Data to use —
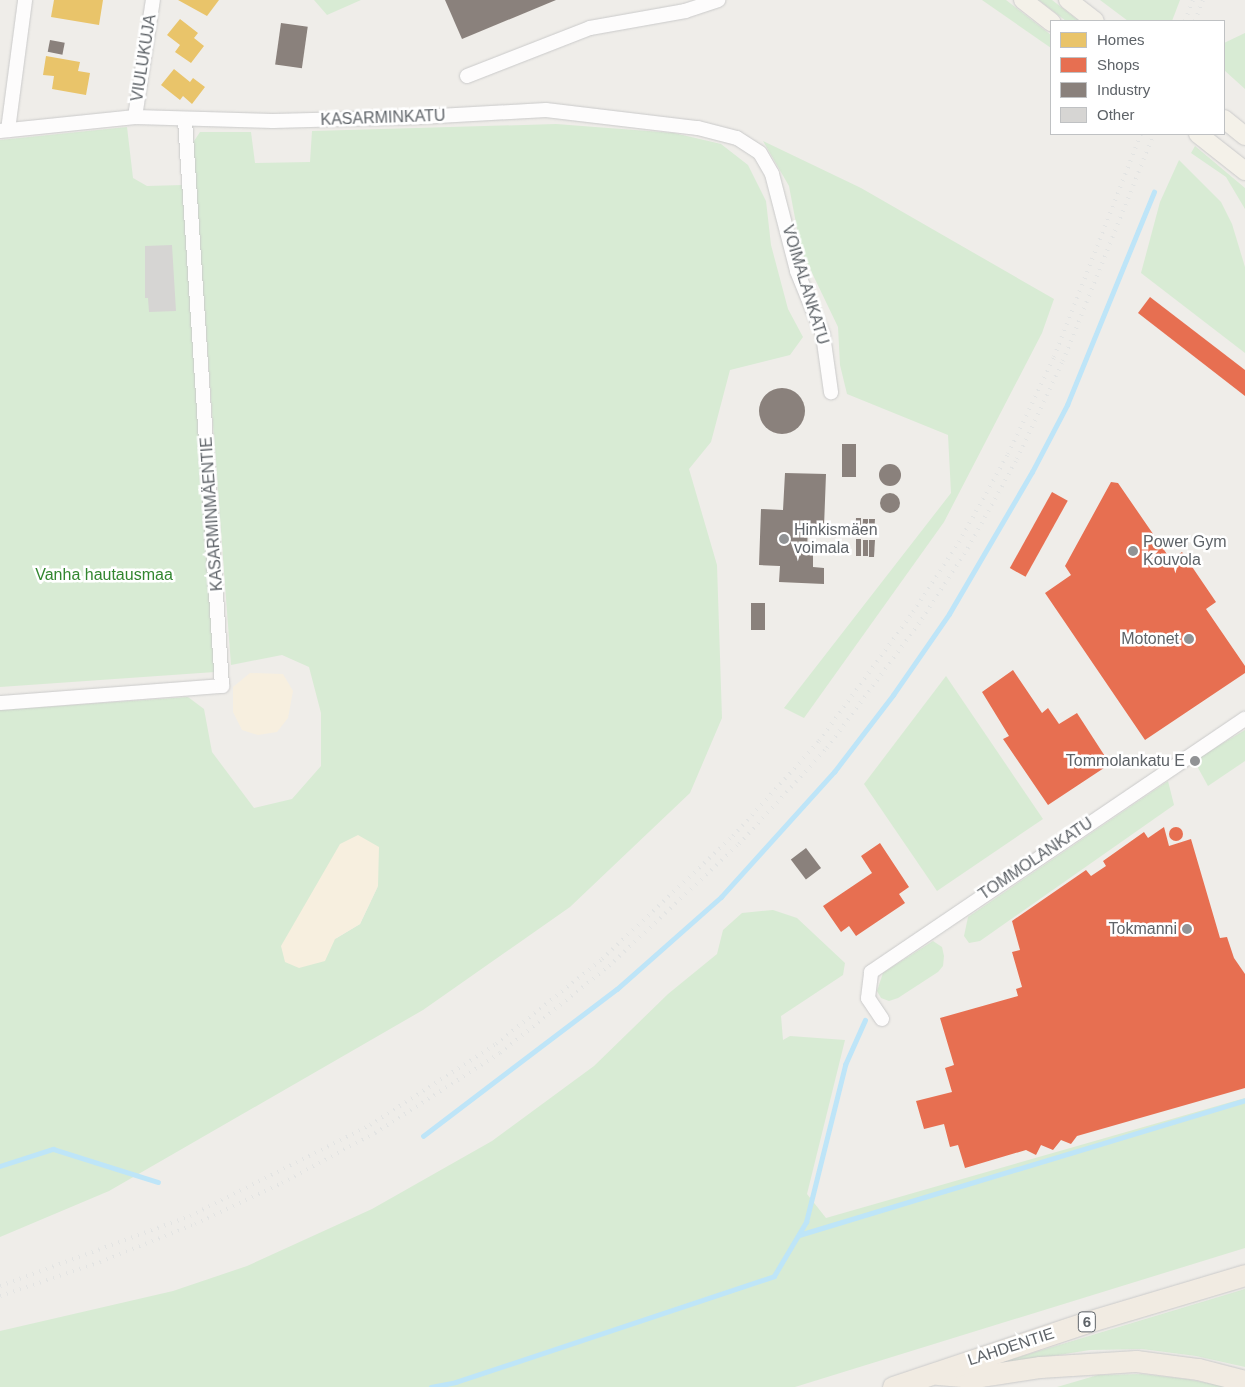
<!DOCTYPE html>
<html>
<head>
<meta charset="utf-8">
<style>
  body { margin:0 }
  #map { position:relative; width:1245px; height:1387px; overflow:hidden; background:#efede9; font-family:Helvetica,sans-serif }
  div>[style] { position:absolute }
  .green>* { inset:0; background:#d8ebd4 }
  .sand>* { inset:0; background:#f7efdf }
  .homes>* { inset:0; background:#e9c46a }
  .shops>* { inset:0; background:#e76f51; transform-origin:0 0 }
  .round { border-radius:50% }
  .industry>* { inset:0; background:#8a817c; transform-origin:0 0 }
  .stream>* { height:4.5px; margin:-2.25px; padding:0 2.25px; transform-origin:2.25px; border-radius:2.25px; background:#bee5f8 }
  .building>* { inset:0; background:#d6d5d3 }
  .roads { filter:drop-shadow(0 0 1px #cacaca) drop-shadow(0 0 1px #cacaca) }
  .minor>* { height:14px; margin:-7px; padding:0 7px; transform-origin:7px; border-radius:7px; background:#fdfcfc }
  .major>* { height:18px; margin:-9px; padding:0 9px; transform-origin:9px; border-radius:9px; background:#f4f1e9 }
  .highway>* { height:21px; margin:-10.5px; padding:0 10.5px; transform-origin:10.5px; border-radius:10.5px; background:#f1ebe2 }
  .rail>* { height:4px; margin-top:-2px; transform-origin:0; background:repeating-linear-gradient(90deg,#e3e4e3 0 1px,transparent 0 7px) }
  .dots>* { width:14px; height:14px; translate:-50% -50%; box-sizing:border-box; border:2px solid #fff; border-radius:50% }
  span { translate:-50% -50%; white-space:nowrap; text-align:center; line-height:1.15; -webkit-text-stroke:5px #fff; paint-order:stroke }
  .shield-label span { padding:1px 4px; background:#fff; border:1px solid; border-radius:4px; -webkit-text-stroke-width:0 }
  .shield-label { font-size:15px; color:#5e6368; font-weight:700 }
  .street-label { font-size:16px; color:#5e6368 }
  .poi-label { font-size:16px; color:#5e6368 }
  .left { translate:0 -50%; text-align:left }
  .right { translate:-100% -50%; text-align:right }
  .park-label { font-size:16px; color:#32862f }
  .legend { position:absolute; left:1050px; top:20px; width:175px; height:115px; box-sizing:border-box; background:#fff; border:1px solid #bfc1c3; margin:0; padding:6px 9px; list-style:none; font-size:15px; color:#5e6368 }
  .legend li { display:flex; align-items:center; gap:10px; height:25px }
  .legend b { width:25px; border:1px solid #bfc1c3 }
</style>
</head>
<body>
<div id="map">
  <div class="green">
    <i style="clip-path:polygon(314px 0,361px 0,327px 15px)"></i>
    <i style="clip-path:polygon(982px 0,1006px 0,1051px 35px,1051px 48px)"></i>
    <i style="clip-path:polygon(1039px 0,1052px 0,1079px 21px,1066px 21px)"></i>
    <i style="clip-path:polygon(1100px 0,1180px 0,1172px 21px,1128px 21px)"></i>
    <i style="clip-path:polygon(1245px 33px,1245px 89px,1224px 70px,1224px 43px)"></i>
    <i style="clip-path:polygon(evenodd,556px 124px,674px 133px,721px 144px,748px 165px,766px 201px,771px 245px,788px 309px,803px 337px,790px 355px,730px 370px,711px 442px,689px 469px,717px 565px,722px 718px,690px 793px,570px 907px,423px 1010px,109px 1191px,0 1237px,0 710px,188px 697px,204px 709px,212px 752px,254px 808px,292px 799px,321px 766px,321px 713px,309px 667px,282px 655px,231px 665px,192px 144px,200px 132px,251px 132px,255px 163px,310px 162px,312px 131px,556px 124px,378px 886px,360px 924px,335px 939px,378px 886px)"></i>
    <i style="clip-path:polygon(127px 127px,133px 178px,147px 186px,183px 185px,215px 672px,0 687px,0 140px)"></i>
    <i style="clip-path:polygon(763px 141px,861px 188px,1054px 299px,1042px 333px,944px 522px,804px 718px,784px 708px,951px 493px,948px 435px,847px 394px,840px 365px,838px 327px,801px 250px,789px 186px)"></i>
    <i style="clip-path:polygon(1195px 146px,1245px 188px,1245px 209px,1226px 177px,1191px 153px)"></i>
    <i style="clip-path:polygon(1179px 160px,1221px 202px,1232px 224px,1245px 267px,1245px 353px,1141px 273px,1160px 202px)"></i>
    <i style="clip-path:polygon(946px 676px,1043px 819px,937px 891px,864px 784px)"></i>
    <i style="clip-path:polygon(1245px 730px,1245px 761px,1208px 786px,1197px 766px,1200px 757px)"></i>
    <i style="clip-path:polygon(1168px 781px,1174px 805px,980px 941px,969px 943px,964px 936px,968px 917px)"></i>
    <i style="clip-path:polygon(773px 910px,797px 918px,845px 963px,843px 975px,781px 1016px,783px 1040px,790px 1036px,845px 1040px,807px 1194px,826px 1218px,1245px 1098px,1245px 1248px,795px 1387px,0 1387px,0 1331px,173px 1291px,247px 1266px,372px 1209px,492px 1141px,594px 1066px,668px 994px,717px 954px,723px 930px,742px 913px)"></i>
    <i style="clip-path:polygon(933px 941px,942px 947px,944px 956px,943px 966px,938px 972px,898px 998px,889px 1001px,881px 998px,877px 991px,883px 973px)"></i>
    <i style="clip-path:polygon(1245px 1289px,1245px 1367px,1196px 1356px,1142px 1349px,1090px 1350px,989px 1366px)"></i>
    <i style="clip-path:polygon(1142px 1374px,1186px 1379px,1229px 1387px,1057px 1387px,1098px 1375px)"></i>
  </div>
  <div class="sand">
    <i style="clip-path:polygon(250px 673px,283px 674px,293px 691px,288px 718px,277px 732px,258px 735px,242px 730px,233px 712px,233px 687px)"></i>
    <i style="clip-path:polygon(358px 835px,379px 847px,378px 886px,360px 924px,335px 939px,325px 961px,299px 968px,285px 962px,281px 946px,340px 844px)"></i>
  </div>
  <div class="homes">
    <i style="clip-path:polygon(54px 0,103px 0,99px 25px,51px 17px)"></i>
    <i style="clip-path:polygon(178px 0,219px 0,207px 16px)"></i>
    <i style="clip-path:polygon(180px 19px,198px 33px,194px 38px,204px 46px,191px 63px,175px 52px,180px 45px,167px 35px)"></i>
    <i style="clip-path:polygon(46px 56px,80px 62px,78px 71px,90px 73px,86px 95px,52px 89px,54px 76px,43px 75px)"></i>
    <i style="clip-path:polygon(174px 69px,190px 82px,193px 78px,205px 87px,192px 104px,183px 96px,180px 100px,161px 85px)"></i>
  </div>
  <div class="shops">
    <i style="clip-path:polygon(1150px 297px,1245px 370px,1245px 396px,1138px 313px)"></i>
    <i style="clip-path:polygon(1111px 482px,1118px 483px,1171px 560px,1182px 552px,1216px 602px,1206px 609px,1245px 666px,1245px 673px,1145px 740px,1045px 593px,1071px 575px,1065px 566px)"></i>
    <i style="left:1052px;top:492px;width:18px;height:87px;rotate:29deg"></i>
    <i style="clip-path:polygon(1013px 670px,1042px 713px,1048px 708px,1059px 724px,1077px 713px,1110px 764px,1048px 805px,1003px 739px,1009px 736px,982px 692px)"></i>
    <i style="clip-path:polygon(1164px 827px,1169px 846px,1191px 839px,1220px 938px,1227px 937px,1234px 958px,1245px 974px,1245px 1088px,1077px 1136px,1071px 1144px,1061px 1140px,1053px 1150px,1041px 1145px,1036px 1155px,1026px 1150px,965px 1168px,958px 1145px,950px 1147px,944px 1124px,924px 1129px,916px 1101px,952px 1092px,945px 1068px,954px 1065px,940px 1018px,1018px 996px,1016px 989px,1022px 987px,1012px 952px,1020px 950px,1012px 921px,1086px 870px,1091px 876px,1106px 866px,1103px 861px,1144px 832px,1148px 838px)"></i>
    <i class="round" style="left:1169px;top:827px;width:14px;height:14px"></i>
    <i style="clip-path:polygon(880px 843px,909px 887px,899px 894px,905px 903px,856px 936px,849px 926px,841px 932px,823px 906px,872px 873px,861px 856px)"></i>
  </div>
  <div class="industry">
    <i style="clip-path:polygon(445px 0,556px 0,462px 39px)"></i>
    <i style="left:281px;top:23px;width:27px;height:42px;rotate:8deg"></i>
    <i style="left:50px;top:40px;width:15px;height:12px;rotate:11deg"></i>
    <i class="round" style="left:759px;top:388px;width:46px;height:46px"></i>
    <i style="left:842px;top:444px;width:14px;height:33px"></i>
    <i class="round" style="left:879px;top:464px;width:22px;height:22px"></i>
    <i style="clip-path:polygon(785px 473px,826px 474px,824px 527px,808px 526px,807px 552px,813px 552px,813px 567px,824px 568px,824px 584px,779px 582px,780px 566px,759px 565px,761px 509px,783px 510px)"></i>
    <i class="round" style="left:880px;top:493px;width:20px;height:20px"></i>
    <i style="clip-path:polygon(856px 518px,861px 518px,861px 535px,855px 535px)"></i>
    <i style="clip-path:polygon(863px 519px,868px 519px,868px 535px,862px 535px)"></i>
    <i style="clip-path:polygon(869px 519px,875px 519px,874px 536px,869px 535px)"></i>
    <i style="left:856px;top:539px;width:5px;height:17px"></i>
    <i style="left:863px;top:540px;width:5px;height:16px"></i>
    <i style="clip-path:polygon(869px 540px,875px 540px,874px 557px,869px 557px)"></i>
    <i style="left:751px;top:603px;width:14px;height:27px"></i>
    <i style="left:806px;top:848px;width:25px;height:19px;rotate:53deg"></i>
  </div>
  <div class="stream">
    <i style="left:423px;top:1136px;width:243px;rotate:-37.2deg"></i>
    <i style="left:617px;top:989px;width:139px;rotate:-41.5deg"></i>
    <i style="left:721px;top:897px;width:169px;rotate:-47.9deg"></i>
    <i style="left:834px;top:772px;width:97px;rotate:-52.5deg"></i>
    <i style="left:893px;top:695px;width:98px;rotate:-55.3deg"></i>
    <i style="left:949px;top:614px;width:164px;rotate:-59.7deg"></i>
    <i style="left:1032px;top:472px;width:76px;rotate:-62.4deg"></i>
    <i style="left:1067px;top:405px;width:230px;rotate:-67.8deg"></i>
    <i style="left:0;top:1166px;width:56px;rotate:-17.8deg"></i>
    <i style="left:53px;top:1149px;width:110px;rotate:17.4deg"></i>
    <i style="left:799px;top:1235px;width:466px;rotate:-16.8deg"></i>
    <i style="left:431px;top:1387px;width:25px;rotate:-11deg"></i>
    <i style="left:456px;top:1382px;width:335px;rotate:-18.4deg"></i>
    <i style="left:774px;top:1276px;width:63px;rotate:-59.3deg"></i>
    <i style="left:806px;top:1222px;width:162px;rotate:-76deg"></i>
    <i style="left:845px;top:1065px;width:49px;rotate:-66deg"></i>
  </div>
  <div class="building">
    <i style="clip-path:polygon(172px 245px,176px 311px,149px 312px,148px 298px,145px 298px,145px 246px)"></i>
  </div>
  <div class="roads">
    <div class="minor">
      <i style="left:467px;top:76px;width:132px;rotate:-21.3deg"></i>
      <i style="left:590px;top:28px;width:97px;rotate:-10.1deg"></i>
      <i style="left:685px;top:11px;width:35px;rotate:-18deg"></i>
      <i style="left:135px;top:117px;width:118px;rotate:-81.3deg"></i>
      <i style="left:8px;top:130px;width:131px;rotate:-82.5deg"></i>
      <i style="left:0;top:131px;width:136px;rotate:-5.9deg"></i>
      <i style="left:135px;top:117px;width:138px;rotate:1.7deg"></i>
      <i style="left:273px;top:121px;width:148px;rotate:-1.5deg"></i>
      <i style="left:421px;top:117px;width:125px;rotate:-3.2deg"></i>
      <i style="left:546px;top:110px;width:153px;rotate:6.8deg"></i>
      <i style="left:698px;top:128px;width:40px;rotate:14.4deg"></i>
      <i style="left:737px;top:138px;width:27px;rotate:33deg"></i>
      <i style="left:760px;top:153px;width:24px;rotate:60deg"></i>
      <i style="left:772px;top:174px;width:100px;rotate:75.5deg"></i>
      <i style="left:797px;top:271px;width:69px;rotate:67.9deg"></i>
      <i style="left:823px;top:335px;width:58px;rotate:82deg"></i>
      <i style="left:0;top:703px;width:223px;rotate:-4.4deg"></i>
      <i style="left:222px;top:686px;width:567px;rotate:-93.74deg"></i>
      <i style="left:882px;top:1019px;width:25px;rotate:-124deg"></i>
      <i style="left:868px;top:998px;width:26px;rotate:-83deg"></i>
      <i style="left:871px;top:972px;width:452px;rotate:-34.1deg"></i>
    </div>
    <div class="major">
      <i style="left:1023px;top:0;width:36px;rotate:38deg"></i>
      <i style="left:1068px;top:0;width:34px;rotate:38deg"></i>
      <i style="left:1224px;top:119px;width:27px;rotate:39deg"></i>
      <i style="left:1198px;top:134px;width:60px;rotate:38.2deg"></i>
    </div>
    <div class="highway">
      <i style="left:938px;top:1374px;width:36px;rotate:5deg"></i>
      <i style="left:974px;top:1377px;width:67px;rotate:-8.6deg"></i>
      <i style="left:1040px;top:1367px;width:96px;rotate:-3.6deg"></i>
      <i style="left:1136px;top:1361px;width:63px;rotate:7.4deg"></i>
      <i style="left:1198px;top:1369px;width:49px;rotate:14.3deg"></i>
      <i style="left:893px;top:1387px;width:201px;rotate:-18.5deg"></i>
      <i style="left:1084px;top:1323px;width:168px;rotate:-16.6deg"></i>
    </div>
  </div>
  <div class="rail">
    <i style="left:1185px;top:21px;width:22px;rotate:-69deg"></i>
    <i style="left:1195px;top:21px;width:22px;rotate:-69deg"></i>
    <i style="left:0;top:1286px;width:202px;rotate:-20.2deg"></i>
    <i style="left:190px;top:1216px;width:202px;rotate:-26.8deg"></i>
    <i style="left:370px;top:1125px;width:150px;rotate:-32.7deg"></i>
    <i style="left:496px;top:1044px;width:136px;rotate:-38.7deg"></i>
    <i style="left:602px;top:959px;width:180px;rotate:-43.2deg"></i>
    <i style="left:733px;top:836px;width:128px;rotate:-47.8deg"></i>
    <i style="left:819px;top:741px;width:160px;rotate:-53.9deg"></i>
    <i style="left:913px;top:612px;width:84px;rotate:-56.7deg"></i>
    <i style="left:959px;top:542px;width:101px;rotate:-60.9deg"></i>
    <i style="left:1008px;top:454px;width:107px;rotate:-64.6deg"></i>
    <i style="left:1054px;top:357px;width:239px;rotate:-68.7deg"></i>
    <i style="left:0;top:1296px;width:106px;rotate:-18.8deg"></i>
    <i style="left:100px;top:1262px;width:102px;rotate:-21.8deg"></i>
    <i style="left:195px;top:1224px;width:96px;rotate:-25.2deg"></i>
    <i style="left:282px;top:1183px;width:106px;rotate:-28.3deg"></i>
    <i style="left:375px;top:1133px;width:148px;rotate:-32.6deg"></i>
    <i style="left:500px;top:1053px;width:139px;rotate:-38.6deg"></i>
    <i style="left:609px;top:966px;width:178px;rotate:-43.2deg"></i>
    <i style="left:739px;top:844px;width:130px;rotate:-47.5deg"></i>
    <i style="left:827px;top:748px;width:160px;rotate:-53.6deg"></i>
    <i style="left:922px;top:619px;width:85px;rotate:-57.1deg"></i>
    <i style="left:968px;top:548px;width:102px;rotate:-61.2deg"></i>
    <i style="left:1017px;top:459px;width:108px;rotate:-64.9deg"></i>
    <i style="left:1063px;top:361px;width:245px;rotate:-68.2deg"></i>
  </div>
  <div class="dots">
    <i style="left:784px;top:539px;background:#919395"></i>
    <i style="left:1133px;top:551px;background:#919395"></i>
    <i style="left:1189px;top:639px;background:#919395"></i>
    <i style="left:1195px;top:761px;background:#919395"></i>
    <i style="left:1187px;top:929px;background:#919395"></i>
  </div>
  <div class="shield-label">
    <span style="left:1087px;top:1322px">6</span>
  </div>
  <div class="street-label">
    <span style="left:144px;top:58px;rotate:-81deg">VIULUKUJA</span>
    <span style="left:383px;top:118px;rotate:-2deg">KASARMINKATU</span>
    <span style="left:805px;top:285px;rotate:73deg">VOIMALANKATU</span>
    <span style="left:212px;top:514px;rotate:-94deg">KASARMINMÄENTIE</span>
    <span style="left:1036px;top:859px;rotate:-34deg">TOMMOLANKATU</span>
    <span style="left:1011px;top:1347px;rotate:-18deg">LAHDENTIE</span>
  </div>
  <div class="poi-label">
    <span class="left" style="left:794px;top:539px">Hinkismäen<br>voimala</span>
    <span class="left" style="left:1143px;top:551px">Power Gym<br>Kouvola</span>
    <span class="right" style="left:1179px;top:639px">Motonet</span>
    <span class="right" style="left:1185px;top:761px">Tommolankatu E</span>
    <span class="right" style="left:1177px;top:929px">Tokmanni</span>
  </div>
  <div class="park-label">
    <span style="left:104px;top:575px">Vanha hautausmaa</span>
  </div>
  <ul class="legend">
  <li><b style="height:14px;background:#e9c46a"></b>Homes</li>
  <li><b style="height:14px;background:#e76f51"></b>Shops</li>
  <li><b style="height:14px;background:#8a817c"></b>Industry</li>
  <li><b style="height:14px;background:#d6d5d3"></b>Other</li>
  </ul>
</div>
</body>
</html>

Requirement — Out of the data above, give again only the lines starting at the one holding "position:relative; width:1245px; height:1387px;" and ending at the one holding "filter:drop-shadow(0 0 1px", unchanged.

Written answer —
  #map { position:relative; width:1245px; height:1387px; overflow:hidden; background:#efede9; font-family:Helvetica,sans-serif }
  div>[style] { position:absolute }
  .green>* { inset:0; background:#d8ebd4 }
  .sand>* { inset:0; background:#f7efdf }
  .homes>* { inset:0; background:#e9c46a }
  .shops>* { inset:0; background:#e76f51; transform-origin:0 0 }
  .round { border-radius:50% }
  .industry>* { inset:0; background:#8a817c; transform-origin:0 0 }
  .stream>* { height:4.5px; margin:-2.25px; padding:0 2.25px; transform-origin:2.25px; border-radius:2.25px; background:#bee5f8 }
  .building>* { inset:0; background:#d6d5d3 }
  .roads { filter:drop-shadow(0 0 1px #cacaca) drop-shadow(0 0 1px #cacaca) }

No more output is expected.